■ WHAT THE TASK REQUIRES
Say how many lines in the entries hold the word "halo", and reply with that number only.

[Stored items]
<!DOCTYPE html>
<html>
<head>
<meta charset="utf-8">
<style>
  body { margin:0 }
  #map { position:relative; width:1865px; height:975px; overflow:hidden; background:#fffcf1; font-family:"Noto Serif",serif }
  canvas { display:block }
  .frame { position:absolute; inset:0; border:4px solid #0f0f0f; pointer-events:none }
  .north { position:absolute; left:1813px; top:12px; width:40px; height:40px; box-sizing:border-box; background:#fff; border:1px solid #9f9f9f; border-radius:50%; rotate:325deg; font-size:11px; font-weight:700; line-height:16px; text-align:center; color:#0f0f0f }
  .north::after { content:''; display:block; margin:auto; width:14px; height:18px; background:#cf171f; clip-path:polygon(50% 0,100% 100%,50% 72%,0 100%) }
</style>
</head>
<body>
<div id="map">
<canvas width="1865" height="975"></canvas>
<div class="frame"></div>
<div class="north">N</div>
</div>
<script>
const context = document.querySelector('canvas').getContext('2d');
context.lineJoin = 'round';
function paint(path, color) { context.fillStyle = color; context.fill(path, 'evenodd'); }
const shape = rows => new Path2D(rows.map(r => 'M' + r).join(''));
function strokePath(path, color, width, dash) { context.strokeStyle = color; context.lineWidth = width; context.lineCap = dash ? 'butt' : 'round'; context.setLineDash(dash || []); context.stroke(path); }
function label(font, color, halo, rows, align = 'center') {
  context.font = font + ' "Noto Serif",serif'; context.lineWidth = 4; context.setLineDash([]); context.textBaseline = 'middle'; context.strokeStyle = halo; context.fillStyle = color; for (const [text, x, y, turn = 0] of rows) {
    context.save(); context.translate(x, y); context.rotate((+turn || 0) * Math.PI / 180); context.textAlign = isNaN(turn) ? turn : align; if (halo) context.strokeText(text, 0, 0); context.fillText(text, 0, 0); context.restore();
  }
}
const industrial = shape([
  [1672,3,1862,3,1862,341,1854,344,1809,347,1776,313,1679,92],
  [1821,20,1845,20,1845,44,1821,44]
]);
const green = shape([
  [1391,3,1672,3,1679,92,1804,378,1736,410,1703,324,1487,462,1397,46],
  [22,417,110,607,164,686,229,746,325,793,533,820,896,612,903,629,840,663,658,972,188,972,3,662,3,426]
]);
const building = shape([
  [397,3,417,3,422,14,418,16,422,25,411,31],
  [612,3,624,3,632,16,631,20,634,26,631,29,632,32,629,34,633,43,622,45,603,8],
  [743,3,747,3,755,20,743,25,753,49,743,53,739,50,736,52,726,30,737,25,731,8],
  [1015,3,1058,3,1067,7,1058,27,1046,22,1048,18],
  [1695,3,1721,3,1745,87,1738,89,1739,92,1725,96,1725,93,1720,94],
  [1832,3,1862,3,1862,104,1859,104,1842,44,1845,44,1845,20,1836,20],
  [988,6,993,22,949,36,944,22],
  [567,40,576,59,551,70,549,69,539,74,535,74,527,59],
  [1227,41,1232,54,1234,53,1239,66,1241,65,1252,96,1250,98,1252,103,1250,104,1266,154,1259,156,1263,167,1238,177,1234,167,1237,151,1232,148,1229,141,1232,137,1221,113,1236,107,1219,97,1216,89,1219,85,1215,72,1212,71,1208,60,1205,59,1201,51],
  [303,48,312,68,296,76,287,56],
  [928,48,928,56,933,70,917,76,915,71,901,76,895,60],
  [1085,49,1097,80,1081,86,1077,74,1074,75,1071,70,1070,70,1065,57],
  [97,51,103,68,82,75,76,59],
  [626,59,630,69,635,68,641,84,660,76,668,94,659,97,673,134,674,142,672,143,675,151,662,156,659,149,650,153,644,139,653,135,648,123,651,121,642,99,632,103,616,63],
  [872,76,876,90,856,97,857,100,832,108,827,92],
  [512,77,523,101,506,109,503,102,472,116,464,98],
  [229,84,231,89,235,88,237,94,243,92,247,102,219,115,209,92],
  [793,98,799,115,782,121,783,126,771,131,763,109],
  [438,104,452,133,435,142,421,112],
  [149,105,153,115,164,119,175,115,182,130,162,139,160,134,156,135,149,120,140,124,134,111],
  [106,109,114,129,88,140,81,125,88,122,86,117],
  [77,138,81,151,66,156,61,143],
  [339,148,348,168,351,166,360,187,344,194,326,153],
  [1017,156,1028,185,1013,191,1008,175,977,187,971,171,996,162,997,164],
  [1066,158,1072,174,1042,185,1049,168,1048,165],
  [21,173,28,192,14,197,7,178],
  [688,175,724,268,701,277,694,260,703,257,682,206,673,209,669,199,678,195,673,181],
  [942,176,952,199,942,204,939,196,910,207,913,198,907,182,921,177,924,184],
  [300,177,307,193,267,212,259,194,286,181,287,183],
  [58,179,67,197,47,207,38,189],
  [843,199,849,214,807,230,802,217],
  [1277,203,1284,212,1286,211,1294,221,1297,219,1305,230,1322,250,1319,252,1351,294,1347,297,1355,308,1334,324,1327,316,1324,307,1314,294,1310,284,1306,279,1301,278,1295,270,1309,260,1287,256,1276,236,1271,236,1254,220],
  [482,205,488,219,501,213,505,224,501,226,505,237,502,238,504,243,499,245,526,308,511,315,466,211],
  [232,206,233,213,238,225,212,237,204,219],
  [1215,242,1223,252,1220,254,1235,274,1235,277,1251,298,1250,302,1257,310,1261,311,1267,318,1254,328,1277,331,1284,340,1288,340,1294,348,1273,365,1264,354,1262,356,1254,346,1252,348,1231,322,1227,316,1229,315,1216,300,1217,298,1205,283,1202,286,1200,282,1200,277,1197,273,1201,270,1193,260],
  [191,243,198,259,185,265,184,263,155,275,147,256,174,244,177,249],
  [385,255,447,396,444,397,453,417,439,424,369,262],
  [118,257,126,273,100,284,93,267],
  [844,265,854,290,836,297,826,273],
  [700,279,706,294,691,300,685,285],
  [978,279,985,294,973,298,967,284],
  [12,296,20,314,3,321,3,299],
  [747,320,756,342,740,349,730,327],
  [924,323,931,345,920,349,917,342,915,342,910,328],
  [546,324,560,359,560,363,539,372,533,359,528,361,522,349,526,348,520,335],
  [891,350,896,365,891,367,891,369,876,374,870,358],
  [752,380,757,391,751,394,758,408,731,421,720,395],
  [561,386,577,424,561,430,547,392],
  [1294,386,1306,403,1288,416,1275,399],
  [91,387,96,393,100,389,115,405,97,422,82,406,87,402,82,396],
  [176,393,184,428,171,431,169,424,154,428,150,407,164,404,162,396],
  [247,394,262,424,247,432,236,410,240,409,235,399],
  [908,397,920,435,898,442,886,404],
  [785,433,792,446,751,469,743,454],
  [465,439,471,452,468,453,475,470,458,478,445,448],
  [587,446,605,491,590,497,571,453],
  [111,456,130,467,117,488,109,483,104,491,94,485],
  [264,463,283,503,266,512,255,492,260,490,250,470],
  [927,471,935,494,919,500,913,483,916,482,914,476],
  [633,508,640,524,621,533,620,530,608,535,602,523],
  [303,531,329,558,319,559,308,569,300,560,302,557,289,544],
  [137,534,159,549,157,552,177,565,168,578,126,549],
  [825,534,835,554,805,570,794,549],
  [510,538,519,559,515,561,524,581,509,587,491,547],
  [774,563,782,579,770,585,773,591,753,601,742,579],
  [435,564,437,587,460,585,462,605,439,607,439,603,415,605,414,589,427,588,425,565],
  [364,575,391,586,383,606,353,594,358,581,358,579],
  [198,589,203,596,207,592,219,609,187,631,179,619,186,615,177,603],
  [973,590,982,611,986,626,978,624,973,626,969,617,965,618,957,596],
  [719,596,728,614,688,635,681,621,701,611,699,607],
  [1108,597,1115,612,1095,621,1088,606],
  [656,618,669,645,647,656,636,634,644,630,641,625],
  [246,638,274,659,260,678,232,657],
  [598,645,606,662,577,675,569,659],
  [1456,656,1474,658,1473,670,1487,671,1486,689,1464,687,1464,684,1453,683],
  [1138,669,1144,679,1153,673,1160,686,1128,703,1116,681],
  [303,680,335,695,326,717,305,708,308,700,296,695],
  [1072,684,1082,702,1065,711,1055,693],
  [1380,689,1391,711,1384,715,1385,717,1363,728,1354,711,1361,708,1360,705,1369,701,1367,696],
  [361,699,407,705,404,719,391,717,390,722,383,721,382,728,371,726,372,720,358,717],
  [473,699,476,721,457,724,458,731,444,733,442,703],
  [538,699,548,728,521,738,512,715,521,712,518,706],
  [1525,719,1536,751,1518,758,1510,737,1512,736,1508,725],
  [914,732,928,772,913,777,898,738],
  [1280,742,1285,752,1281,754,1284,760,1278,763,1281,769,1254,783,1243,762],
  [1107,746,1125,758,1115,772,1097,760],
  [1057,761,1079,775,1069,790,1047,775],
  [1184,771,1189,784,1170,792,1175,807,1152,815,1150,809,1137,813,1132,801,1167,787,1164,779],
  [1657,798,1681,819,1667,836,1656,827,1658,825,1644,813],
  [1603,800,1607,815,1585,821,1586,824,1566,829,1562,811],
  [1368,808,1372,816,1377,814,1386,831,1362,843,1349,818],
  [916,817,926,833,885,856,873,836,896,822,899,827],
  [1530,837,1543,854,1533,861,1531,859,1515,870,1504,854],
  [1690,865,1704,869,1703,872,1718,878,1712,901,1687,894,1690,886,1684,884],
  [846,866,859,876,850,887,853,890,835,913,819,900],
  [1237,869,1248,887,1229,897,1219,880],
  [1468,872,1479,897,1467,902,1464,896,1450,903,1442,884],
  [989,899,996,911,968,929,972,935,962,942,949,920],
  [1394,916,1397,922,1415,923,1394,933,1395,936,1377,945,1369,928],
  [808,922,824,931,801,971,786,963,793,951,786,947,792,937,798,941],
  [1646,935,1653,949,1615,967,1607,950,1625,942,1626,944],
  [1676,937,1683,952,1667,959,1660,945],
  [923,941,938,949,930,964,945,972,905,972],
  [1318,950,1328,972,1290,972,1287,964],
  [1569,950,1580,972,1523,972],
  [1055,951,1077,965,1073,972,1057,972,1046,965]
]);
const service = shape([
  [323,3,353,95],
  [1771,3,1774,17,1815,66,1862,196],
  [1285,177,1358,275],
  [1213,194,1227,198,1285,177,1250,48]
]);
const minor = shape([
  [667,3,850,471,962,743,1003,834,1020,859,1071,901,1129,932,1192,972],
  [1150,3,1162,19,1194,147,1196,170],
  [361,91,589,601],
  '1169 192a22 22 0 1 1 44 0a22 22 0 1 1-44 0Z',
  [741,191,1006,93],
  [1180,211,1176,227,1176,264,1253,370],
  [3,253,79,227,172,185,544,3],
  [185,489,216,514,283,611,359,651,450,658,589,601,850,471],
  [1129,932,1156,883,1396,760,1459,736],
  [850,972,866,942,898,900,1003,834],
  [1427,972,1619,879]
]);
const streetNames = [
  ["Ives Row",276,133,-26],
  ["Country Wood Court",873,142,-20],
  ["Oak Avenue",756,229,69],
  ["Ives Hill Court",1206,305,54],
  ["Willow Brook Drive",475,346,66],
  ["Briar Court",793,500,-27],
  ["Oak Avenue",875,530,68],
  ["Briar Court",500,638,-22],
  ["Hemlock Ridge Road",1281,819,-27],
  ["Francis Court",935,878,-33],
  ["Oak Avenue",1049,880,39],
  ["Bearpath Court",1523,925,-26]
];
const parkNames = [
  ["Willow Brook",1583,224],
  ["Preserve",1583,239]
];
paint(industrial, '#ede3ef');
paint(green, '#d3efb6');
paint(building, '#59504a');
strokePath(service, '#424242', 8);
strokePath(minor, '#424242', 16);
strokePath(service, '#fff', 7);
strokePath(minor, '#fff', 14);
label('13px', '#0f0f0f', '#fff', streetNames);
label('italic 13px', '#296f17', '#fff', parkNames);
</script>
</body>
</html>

■ RESULT OF THIS EXERCISE
3